» Record set
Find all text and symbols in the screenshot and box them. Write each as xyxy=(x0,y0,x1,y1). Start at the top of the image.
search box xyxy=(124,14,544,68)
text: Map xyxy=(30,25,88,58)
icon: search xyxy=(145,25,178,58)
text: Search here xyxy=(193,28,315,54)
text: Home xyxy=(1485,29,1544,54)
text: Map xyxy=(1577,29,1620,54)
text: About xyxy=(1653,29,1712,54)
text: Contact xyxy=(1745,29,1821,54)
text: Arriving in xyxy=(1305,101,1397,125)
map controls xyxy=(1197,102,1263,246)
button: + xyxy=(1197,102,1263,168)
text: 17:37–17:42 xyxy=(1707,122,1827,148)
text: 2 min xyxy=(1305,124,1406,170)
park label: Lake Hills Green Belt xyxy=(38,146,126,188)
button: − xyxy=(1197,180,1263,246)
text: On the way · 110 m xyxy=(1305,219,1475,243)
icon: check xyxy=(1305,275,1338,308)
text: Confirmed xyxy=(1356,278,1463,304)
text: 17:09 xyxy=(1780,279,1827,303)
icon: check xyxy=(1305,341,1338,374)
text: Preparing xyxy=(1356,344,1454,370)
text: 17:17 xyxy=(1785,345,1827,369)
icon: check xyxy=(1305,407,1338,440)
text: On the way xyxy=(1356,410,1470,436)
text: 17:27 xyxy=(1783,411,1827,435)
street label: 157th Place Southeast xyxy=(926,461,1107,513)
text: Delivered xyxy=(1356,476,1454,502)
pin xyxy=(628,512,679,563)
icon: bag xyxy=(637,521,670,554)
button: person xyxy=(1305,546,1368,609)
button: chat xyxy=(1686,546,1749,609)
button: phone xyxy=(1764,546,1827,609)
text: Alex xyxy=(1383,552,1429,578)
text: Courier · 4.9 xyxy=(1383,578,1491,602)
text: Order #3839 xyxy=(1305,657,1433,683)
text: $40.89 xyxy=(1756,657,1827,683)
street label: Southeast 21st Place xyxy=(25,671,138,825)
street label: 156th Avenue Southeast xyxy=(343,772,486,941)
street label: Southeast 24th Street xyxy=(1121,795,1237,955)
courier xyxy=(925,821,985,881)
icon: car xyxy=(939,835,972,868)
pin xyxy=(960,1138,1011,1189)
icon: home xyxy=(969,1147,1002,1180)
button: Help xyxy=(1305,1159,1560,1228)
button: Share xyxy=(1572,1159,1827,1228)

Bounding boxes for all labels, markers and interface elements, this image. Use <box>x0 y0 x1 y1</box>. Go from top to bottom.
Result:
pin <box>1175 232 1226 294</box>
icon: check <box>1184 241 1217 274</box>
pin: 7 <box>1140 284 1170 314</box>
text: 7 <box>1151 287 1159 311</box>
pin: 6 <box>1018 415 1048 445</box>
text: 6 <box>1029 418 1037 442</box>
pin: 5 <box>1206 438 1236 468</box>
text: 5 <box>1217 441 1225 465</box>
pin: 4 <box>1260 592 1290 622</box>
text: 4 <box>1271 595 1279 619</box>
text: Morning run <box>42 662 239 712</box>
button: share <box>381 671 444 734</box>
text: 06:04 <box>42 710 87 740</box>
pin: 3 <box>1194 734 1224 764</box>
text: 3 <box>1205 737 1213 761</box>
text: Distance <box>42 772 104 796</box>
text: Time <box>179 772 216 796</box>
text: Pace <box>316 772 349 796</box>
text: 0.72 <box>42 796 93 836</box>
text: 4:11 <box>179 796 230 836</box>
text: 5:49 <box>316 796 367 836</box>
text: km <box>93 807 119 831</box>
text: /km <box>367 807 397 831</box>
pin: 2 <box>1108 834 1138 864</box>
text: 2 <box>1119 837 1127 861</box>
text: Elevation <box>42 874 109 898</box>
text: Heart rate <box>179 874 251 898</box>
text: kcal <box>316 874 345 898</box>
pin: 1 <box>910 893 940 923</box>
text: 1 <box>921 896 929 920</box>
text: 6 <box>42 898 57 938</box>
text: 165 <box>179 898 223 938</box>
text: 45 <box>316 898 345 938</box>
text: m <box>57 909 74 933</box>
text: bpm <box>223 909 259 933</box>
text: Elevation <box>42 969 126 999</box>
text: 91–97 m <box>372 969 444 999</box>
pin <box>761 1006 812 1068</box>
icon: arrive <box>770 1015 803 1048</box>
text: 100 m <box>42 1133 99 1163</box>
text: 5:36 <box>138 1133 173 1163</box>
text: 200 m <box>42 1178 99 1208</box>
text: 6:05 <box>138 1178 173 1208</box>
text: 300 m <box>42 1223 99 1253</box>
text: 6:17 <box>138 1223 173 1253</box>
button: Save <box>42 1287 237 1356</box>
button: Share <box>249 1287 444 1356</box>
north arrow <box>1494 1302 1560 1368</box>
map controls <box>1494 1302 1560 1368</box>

» Task prompt
A single number is expected: how many lines of the data hold the string "Place".

» Result
2